A CustomerMagnoliaDown alert is firing.

CustomerMagnoliaDown alerts are sent to subscribers via email.

Observations

Here are the details on the alert:

Alert: `CustomerMagnoliaDown`

Expression

up{tier="app"} != 1

Delay

30 minutes

Labels

team: customer

Annotations

summary
description
tenant
cluster_id
cluster_name
pod
instance
namespace

The alert metric is based on the "up" metric. The "up" metric is generated by Prometheus and means that Prometheus was able to successfully contact the Magnolia instance and collect metrics from it.
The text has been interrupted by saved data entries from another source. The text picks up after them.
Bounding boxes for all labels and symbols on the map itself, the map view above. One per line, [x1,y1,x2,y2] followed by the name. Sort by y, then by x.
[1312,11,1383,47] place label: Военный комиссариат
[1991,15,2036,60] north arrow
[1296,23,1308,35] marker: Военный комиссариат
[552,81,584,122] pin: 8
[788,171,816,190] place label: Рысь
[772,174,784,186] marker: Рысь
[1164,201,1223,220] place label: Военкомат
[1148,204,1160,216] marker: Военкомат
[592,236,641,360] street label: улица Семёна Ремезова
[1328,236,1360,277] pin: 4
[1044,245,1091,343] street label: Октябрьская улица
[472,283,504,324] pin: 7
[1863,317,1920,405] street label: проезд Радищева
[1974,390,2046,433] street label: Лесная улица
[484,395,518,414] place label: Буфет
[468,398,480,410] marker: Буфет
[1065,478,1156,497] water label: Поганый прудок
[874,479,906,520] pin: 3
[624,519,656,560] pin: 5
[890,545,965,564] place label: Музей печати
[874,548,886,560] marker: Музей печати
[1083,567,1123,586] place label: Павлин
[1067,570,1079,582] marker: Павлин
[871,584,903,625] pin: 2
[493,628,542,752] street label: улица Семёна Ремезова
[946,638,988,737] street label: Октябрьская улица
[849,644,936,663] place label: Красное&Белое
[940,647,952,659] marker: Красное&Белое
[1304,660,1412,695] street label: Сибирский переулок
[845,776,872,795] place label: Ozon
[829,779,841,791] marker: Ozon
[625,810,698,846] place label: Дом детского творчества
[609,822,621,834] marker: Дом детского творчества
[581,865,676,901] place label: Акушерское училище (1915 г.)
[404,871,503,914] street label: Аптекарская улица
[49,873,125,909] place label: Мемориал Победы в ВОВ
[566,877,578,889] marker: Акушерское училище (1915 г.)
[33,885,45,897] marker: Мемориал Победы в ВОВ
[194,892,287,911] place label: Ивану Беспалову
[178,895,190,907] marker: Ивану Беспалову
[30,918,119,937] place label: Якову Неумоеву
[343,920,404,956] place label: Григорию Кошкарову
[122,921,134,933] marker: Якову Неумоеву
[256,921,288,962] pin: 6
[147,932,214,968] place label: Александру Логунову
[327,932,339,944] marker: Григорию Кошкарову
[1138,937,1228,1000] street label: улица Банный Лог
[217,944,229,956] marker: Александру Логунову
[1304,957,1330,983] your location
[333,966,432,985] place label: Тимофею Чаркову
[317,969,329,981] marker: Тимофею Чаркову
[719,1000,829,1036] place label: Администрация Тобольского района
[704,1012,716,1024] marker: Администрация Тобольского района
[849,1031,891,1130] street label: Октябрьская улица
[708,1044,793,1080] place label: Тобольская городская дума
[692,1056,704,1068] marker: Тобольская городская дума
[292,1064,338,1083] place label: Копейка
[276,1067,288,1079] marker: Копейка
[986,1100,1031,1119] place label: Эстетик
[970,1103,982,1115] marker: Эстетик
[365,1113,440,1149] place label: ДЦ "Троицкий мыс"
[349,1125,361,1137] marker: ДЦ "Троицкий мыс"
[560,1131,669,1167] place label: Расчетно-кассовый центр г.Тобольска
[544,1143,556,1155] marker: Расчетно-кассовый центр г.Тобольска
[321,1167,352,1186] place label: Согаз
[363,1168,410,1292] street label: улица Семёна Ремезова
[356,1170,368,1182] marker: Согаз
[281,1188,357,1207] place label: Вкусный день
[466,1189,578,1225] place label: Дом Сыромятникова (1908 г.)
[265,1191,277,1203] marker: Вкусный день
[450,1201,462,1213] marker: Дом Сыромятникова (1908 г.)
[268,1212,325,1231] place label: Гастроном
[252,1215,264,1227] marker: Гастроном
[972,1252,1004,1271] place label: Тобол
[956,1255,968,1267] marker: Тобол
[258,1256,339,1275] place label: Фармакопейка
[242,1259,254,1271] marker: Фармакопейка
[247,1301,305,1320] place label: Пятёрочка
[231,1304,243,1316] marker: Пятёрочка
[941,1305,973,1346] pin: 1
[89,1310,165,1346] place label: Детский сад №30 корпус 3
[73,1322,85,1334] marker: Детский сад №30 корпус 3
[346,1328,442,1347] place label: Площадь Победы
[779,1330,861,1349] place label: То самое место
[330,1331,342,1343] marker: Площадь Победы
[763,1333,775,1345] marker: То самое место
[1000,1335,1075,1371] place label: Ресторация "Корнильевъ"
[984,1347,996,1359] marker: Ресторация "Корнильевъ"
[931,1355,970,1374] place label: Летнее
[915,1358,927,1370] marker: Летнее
There are a number of reasons that Prometheus can fail to collect metrics from a Magnolia instance:

The Magnolia instance is not running.
The metrics collection job for the Magnolia instance is misconfigured.
The Magnolia instance does not respond to the metrics request within the scrape timeout.
The Magnolia instance is not responding to requests.
The metrics endpoint (/<app context>/.monitoring/scrape) is not accessible to Prometheus.

Check Magnolia is running

The alert will note the affected Magnolia pod. You can check if Kubernetes considers the Magnolia instance is running in Rancher or with kubectl.

Rancher
kubectl

Check the status of the pod directly in the Rancher UI.

With kubectl, check the Magnolia pod:

kubectl -n <NAMESPACE_IN_ALERT> describe pod <MAGNOLIA_POD> (1)

1	Replace the variables here.

Check Magnolia metrics collection job configuration

Metrics are collected from the Magnolia pod by a Prometheus instance running on the local cluster. You can check the status of the metrics collection job by connecting to the local Prometheus instance.

Connect to Prometheus.

kubectl -n monitoring port-forward pod/prometheus-monitoring-kube-prometheus-prometheus-0 9090 (1)

1	Connect to the Prometheus instance with a browser at `http://localhost:9090`.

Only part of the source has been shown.